The delivery method is one of the most important issues with the use of mxABE. AAV is considered a promising virus to deliver gene therapy vectors in vivo, but the results of three children’s death in a clinical trial for X-linked myotubular myopathy caused great worry about the safety of recombinant AAVs.4 Since RNA editing is temporary and reversible, repeated AAV injection may be needed in some process of treatment, an optimal highly infectious serotype, an appropriate time, dosage, and method to transfer the virus need to be selected. Besides, large preclinical data about effective methods of controlling the AAVs immunogenicity are required before clinical translation, and methods to reduce the anti-AAV humoral response are required, such as inhibiting B cell activation, modifying AAV surface, and transiently reducing IgG levels. In addition, alternative strategies for AAV methods are being exploited. Several studies have shown that Lipid nanoparticles (LNPs) play an important role in mRNA vaccines against COVID-19 and other nucleic acid-based therapies, which hold promises for their potential to deliver molecules of mxABE and gRNA to the target cells. Moreover, to cure the patients suffering from Myo6,C442Y/+ extended preclinical and clinical studies are required to identify most suitable delivery methods with high efficiency and specificity, and low safety risks.
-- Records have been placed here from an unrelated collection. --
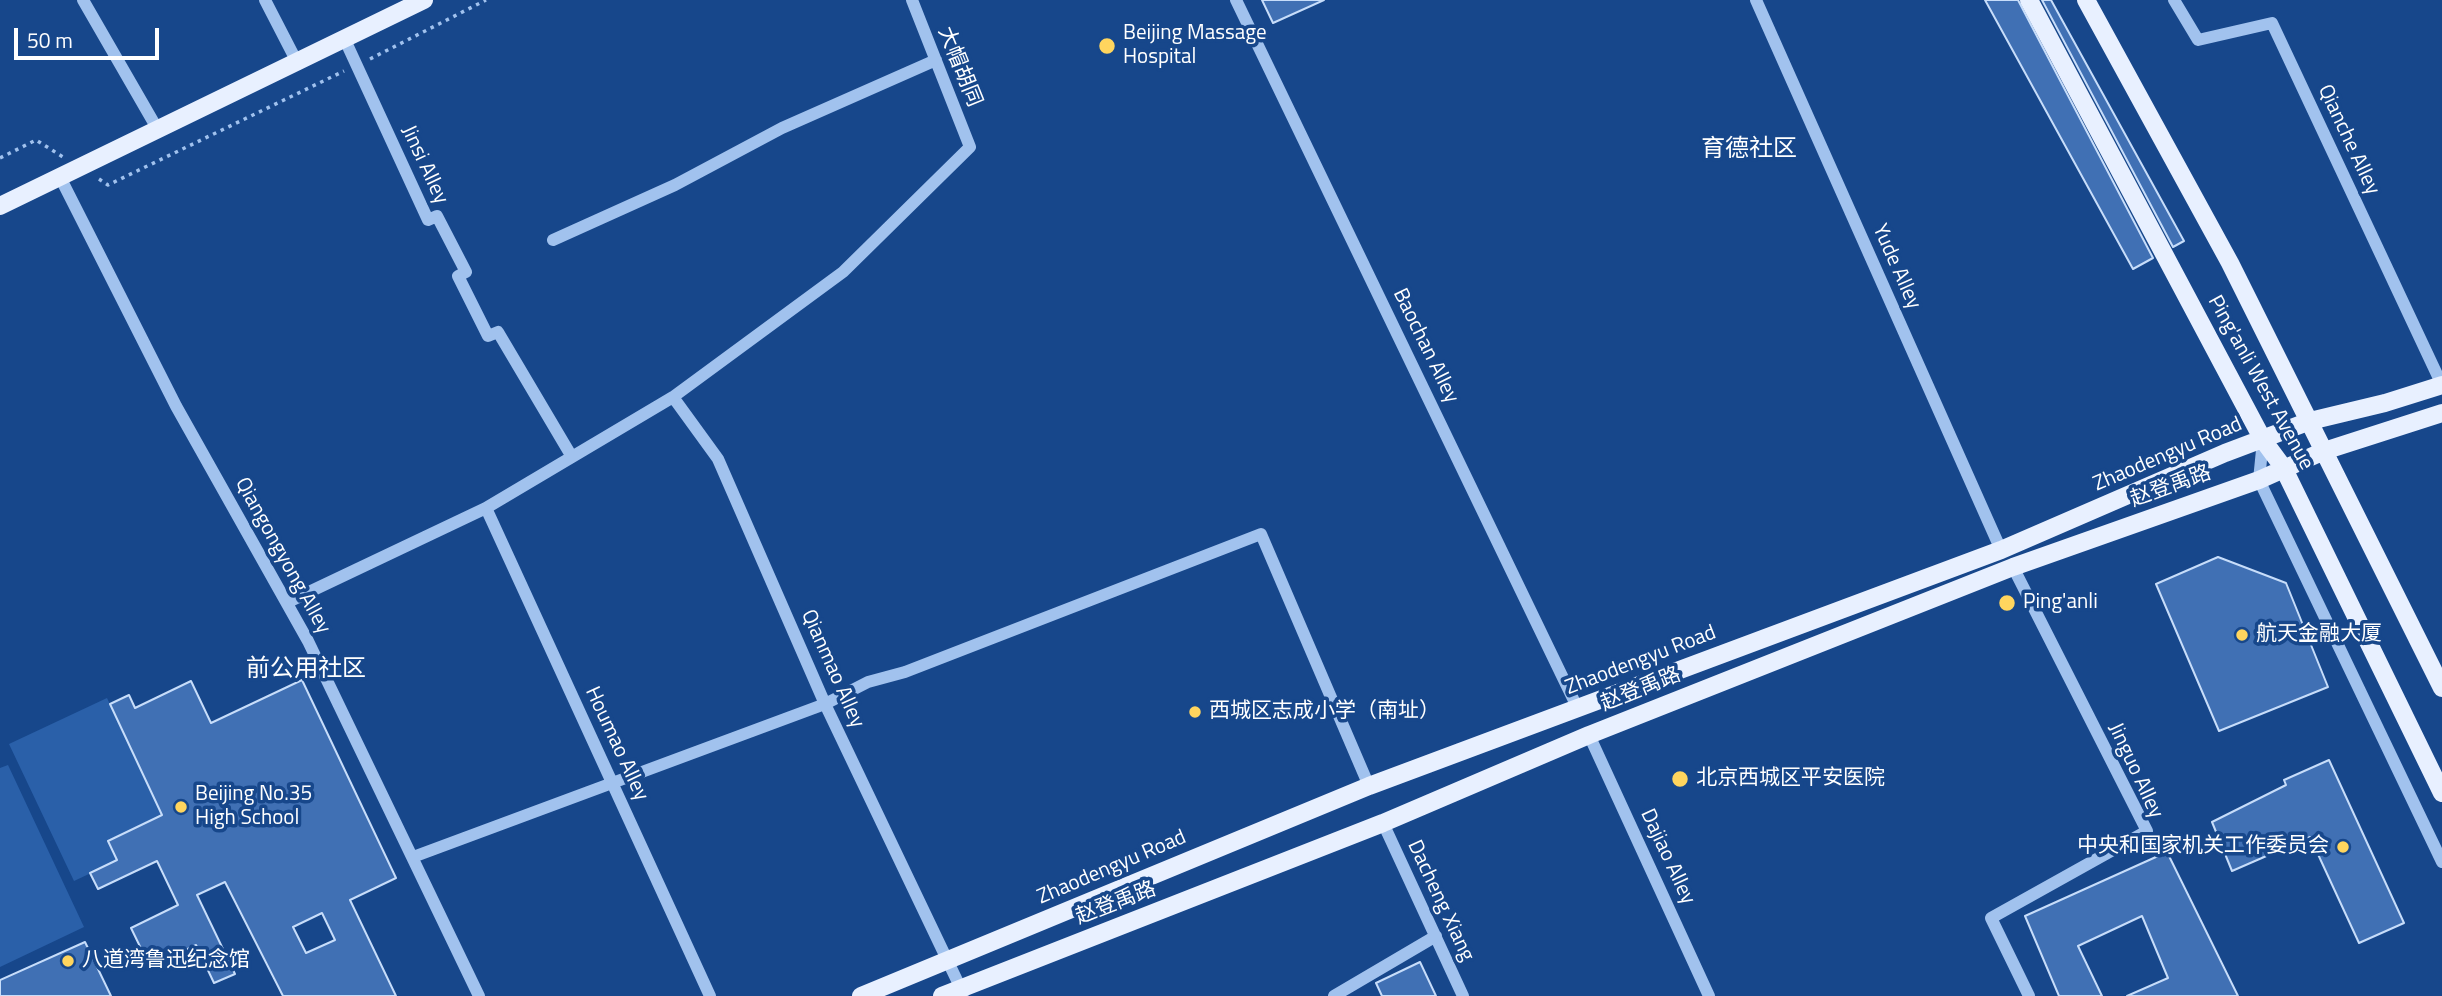 <!DOCTYPE html>
<html>
<head>
<meta charset="utf-8">
<style>
  body { margin:0 }
  #map { position:relative; width:2442px; height:996px; overflow:hidden; background:#17478b; font-family:"Titillium Web",sans-serif }
  canvas { display:block }
  .scale { position:absolute; left:14px; top:28px; width:145px; height:32px; box-sizing:border-box; border:4px solid #fff; border-top:0; padding-left:9px; font-size:21px; line-height:24px; white-space:nowrap; color:#fff; -webkit-text-stroke:5px #17478b; paint-order:stroke }
</style>
</head>
<body>
<div id="map">
<canvas width="2442" height="996"></canvas>
<div class="scale">50 m</div>
</div>
<script>
const g = document.querySelector('canvas').getContext('2d');
g.lineJoin = 'round';
function fill(path, color) {
  g.fillStyle = color;
  g.fill(path, 'evenodd');
}
function strokePath(path, color, width, dash) {
  g.strokeStyle = color;
  g.lineWidth = width;
  g.lineCap = dash ? 'butt' : 'round';
  g.setLineDash(dash || []);
  g.stroke(path);
}
function drawText(font, color, halo, rows, align = 'center') {
  g.font = font + ' "Titillium Web","Noto Sans SC",sans-serif';
  g.lineWidth = 7;
  g.setLineDash([]);
  g.textBaseline = 'middle';
  g.strokeStyle = halo;
  g.fillStyle = color;
  for (const [text, x, y, turn = 0] of rows) {
    g.save();
    g.translate(x, y);
    g.rotate((+turn || 0) * Math.PI / 180);
    g.textAlign = isNaN(turn) ? turn : align;
    if (halo) g.strokeText(text, 0, 0);
    g.fillText(text, 0, 0);
    g.restore();
  }
}
const green = new Path2D(`
  M107,698l65,137 -98,46 -65,-137z
  M8,765l76,162 -84,40v-199z`);
const building = new Path2D(`
  M1262,0h62l-51,23z
  M1985,0h33l135,258 -20,11z
  M2042,0h9l133,241 -11,6z
  M2218,557l68,26 42,104 -109,44 -63,-147z
  M302,680l94,198 -46,22 46,96h-113l-58,-114 -28,13 38,79 -21,9 -18,-38 -46,22 -19,-39 47,-23 -21,-44 -59,28 -8,-16 27,-13 -9,-19 54,-26 -52,-111 19,-9 6,13 56,-27 20,42zM322,913l13,27 -29,13 -13,-26z
  M2329,760l75,163 -45,20 -49,-106 -78,34 -20,-49 74,-37 -2,-5z
  M2167,852l71,144h-111l41,-18 -26,-62 -64,30 24,50h-43l-34,-80z
  M85,942l26,54h-111v-16z
  M1420,962l16,34h-54l-6,-13z`);
const path = new Path2D(`
  M370,59l116,-59
  M0,158l36,-18 27,17
  M99,179l9,6 236,-114`);
const minor = new Path2D(`
  M83,0l75,130
  M265,0l33,64
  M1236,0l342,709
  M1756,0l245,550
  M2174,0l24,40 74,-17 170,362
  M345,40l83,180 9,-4 29,56 -8,4 30,60 10,-4 74,125
  M60,177l116,229 132,235 171,355
  M553,240l122,-55 107,-57 154,-68
  M673,397l45,62 107,245 138,289
  M2263,440l-4,40 183,382
  M486,508l224,488
  M2013,567l134,264 -156,87 38,78
  M288,602l198,-94 187,-111 170,-125 127,-125 -58,-147
  M1589,735l120,261
  M1383,823l80,173
  M413,857l412,-153 43,-22 37,-10 356,-138 108,252
  M1334,996l102,-60`);
const major = new Path2D(`
  M2029,0l234,440 20,27 159,326
  M2086,0l144,263 212,425
  M0,206l424,-206
  M861,996l508,-210 632,-236 224,-97 85,-32 75,-18 57,-18
  M942,996l441,-173 206,-88 424,-168 246,-87 65,-29 118,-38`);
const markers = [
  [1107,46,9,"#ffd55e"],
  [2007,603,9,"#ffd55e"],
  [2242,635,7,"#ffd55e"],
  [1195,712,7,"#ffd55e"],
  [1680,779,9,"#ffd55e"],
  [181,807,7,"#ffd55e"],
  [2343,847,7,"#ffd55e"],
  [68,961,7,"#ffd55e"]
];
const poiNames = [
  ["Beijing Massage",1123,34],
  ["Hospital",1123,58],
  ["Ping'anli",2023,603],
  ["航天金融大厦",2256,635],
  ["西城区志成小学（南址）",1209,712],
  ["北京西城区平安医院",1696,779],
  ["Beijing No.35",195,795],
  ["High School",195,819],
  ["中央和国家机关工作委员会",2329,847,"right"],
  ["八道湾鲁迅纪念馆",82,961]
];
const streetNames = [
  ["大帽胡同",959,67,68],
  ["Qianche Alley",2348,140,65],
  ["Jinsi Alley",424,165,65],
  ["Yude Alley",1896,267,66],
  ["Baochan Alley",1425,346,64],
  ["Ping'anli West Avenue",2260,383,61],
  ["Zhaodengyu Road",2168,455,-23],
  ["赵登禹路",2171,487,-20],
  ["Qiangongyong Alley",282,556,61],
  ["Zhaodengyu Road",1641,661,-21],
  ["Qianmao Alley",832,669,66],
  ["赵登禹路",1641,690,-22],
  ["Houmao Alley",616,744,65],
  ["Jinguo Alley",2135,771,65],
  ["Dajiao Alley",1667,857,65],
  ["Zhaodengyu Road",1112,868,-23],
  ["Dacheng Xiang",1440,901,65],
  ["赵登禹路",1116,904,-21]
];
const quarterNames = [
  ["育德社区",1749,150],
  ["前公用社区",306,670]
];
fill(green, '#2a60a9');
fill(building, '#4070b4');
strokePath(building, '#c7ddfa', 2);
strokePath(path, '#a1c2ee', 3.5, [3.5, 5]);
strokePath(minor, '#a1c2ee', 12);
strokePath(major, '#e8f0ff', 18);
for (const [x, y, r, color] of markers) {
  const dot = new Path2D();
  dot.arc(x, y, r, 0, 2 * Math.PI);
  g.fillStyle = color;
  g.fill(dot);
  strokePath(dot, '#17478b', 2.5);
}
drawText('21px', '#fff', '#17478b', poiNames, 'left');
drawText('21px', '#fff', '#17478b', streetNames);
drawText('24px', '#fff', '#17478b', quarterNames);
</script>
</body>
</html>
Because of the off-target effects, strategies for improving the efficiency and fidelity of mxABE are required. An appropriate gRNA is important, even the best-designed gRNA sometimes needs engineering by chemical modifications or other methods to target more specifically. On the other hand, Cas endonucleases are equally important and have been developed rapidly. Tong et al. reported a high-fidelity Cas13X variant exhibiting efficient on-target activity but markedly reduced collateral activity.5 We expect this variant and other high-fidelity Cas endonucleases to be used to optimize the therapy strategy. Furthermore, it is our opinion that for the foreseeable future, many new anti-CRISPR proteins or small molecule drugs will be found and improved. Either of them, acts as a failsafe or an adjuvant to reduce off-target effects in patients, will make it possible to block the activities of mini dCas13X when it causes side-effects or after required gene editing has achieved to result in precise RNA editing.
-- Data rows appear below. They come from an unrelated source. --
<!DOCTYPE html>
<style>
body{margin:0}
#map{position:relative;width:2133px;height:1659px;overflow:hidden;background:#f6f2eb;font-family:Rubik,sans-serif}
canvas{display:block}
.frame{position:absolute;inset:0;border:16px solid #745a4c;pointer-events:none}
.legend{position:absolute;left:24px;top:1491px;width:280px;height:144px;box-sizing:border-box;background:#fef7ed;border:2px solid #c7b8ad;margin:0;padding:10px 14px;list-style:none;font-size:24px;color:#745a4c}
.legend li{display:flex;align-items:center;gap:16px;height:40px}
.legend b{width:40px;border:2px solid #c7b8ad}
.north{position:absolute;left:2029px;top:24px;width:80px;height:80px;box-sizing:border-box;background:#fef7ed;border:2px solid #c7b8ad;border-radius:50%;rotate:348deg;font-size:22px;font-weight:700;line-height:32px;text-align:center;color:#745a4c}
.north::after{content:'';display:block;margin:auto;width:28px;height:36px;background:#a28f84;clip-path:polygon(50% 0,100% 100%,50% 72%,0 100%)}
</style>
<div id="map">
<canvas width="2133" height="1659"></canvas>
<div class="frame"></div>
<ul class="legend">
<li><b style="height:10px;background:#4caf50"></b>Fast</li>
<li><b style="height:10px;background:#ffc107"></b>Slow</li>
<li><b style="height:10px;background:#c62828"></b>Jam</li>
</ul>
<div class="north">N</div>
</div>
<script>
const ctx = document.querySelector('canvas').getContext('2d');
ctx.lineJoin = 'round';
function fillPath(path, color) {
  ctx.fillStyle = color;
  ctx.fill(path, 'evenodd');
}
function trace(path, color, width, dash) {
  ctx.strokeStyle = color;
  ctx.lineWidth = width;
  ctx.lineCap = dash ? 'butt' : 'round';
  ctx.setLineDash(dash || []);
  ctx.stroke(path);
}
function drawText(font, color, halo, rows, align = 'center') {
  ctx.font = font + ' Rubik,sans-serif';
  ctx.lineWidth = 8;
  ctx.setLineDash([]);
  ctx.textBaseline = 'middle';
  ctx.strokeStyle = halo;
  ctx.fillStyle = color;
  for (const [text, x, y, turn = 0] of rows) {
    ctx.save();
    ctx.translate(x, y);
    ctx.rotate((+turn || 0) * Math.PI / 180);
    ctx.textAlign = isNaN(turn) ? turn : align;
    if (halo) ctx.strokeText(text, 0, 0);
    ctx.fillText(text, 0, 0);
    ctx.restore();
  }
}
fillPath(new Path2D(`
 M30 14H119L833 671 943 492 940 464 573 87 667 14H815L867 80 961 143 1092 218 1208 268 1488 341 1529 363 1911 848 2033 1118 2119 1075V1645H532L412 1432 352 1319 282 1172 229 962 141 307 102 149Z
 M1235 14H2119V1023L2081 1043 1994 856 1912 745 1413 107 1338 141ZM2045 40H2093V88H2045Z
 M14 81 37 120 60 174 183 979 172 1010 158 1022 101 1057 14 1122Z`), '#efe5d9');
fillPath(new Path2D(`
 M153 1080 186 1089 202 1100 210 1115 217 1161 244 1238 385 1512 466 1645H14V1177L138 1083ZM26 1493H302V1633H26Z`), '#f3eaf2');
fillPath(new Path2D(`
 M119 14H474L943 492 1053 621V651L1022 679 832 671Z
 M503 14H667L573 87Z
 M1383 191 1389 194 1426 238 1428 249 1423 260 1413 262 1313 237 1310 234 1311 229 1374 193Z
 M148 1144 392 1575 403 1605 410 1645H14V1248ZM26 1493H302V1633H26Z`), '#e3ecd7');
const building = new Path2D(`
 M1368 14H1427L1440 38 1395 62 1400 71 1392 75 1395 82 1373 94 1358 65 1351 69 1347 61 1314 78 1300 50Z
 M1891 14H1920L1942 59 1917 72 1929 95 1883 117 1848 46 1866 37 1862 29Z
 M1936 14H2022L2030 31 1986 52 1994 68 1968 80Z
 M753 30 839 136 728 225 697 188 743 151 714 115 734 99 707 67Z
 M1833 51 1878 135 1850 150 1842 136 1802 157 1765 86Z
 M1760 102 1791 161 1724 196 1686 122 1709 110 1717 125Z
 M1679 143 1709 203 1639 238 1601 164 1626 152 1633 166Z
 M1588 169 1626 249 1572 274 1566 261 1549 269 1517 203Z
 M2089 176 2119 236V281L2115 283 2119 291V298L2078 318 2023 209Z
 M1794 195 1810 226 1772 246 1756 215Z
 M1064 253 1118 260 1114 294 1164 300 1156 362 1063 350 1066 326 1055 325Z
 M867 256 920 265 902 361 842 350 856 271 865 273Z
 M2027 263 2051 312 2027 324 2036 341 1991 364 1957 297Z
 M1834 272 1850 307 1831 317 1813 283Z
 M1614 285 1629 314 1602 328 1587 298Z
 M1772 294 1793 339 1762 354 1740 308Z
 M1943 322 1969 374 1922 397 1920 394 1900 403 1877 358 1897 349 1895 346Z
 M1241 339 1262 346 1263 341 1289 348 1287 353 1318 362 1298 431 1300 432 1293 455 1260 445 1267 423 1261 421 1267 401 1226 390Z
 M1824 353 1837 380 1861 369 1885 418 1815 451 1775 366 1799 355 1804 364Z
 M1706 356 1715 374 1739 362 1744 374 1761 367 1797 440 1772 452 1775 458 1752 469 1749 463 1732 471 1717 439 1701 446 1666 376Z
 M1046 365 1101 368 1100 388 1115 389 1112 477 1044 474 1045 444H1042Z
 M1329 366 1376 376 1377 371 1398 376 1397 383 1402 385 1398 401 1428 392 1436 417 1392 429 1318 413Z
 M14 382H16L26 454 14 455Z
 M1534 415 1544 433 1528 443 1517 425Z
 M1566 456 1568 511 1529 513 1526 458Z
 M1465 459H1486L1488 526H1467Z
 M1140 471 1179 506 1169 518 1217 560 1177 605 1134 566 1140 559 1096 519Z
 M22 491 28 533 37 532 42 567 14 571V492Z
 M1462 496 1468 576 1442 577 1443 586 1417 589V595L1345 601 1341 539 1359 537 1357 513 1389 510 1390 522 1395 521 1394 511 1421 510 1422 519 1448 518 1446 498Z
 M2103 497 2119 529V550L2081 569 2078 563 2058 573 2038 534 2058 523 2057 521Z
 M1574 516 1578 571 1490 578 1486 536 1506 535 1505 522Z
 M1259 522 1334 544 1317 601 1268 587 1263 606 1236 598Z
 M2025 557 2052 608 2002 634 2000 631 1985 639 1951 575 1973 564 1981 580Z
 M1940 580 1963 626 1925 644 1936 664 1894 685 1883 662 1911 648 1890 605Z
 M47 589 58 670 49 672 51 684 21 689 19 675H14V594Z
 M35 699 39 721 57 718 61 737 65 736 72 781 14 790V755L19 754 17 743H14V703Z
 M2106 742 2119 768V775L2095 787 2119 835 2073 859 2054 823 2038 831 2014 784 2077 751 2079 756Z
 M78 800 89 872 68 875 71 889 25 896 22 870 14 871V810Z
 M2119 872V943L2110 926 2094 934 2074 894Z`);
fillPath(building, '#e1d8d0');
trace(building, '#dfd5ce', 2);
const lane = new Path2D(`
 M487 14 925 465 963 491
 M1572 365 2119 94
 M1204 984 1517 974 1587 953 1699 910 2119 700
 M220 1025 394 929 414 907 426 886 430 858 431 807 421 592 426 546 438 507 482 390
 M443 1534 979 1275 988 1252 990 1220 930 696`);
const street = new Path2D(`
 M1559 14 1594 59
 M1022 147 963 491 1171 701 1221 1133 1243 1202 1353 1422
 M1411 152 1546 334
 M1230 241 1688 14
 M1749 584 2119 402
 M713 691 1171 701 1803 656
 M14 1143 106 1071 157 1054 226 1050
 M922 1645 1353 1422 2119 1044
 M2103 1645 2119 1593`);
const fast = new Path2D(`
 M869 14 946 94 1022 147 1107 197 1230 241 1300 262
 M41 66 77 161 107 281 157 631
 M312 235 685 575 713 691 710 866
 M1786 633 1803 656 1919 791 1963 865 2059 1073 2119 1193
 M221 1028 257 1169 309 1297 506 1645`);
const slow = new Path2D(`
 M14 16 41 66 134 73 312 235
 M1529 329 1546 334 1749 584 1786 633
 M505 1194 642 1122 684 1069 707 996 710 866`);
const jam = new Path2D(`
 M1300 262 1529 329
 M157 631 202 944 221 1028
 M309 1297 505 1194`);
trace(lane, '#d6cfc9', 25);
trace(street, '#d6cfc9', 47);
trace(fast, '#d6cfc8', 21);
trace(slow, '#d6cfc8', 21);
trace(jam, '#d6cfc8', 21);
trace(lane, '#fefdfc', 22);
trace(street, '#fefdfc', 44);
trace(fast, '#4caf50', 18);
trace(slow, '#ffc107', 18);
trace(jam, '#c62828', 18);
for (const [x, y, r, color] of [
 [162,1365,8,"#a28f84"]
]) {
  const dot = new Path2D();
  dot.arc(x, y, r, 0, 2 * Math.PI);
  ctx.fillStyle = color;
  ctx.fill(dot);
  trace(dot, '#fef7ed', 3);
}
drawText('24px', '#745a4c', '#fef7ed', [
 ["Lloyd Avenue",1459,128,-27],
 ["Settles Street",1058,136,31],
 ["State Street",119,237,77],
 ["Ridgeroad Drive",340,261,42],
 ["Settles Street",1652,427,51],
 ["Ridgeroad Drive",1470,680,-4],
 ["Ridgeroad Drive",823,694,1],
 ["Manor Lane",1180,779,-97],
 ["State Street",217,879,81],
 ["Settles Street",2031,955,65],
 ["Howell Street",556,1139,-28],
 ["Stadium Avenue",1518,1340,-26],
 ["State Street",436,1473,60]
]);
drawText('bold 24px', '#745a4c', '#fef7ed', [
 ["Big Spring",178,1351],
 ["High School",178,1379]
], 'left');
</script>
Lastly, widely recognized international laws and regulations on acceptable therapeutic interventions in humans are required, and tougher measures should be introduced to avoid ethical issues for the clinical application of CRISPR-Cas system.

Taken together, this result from Xiao et al. demonstrates that mxABE has the ability to correct the Myo6C442Y mutation and partially repair phenotypic traits in a mouse model. It provides a potential utility of RNA editing tools as a possible therapeutic approach to cure sensorineural hearing loss and other genetic diseases.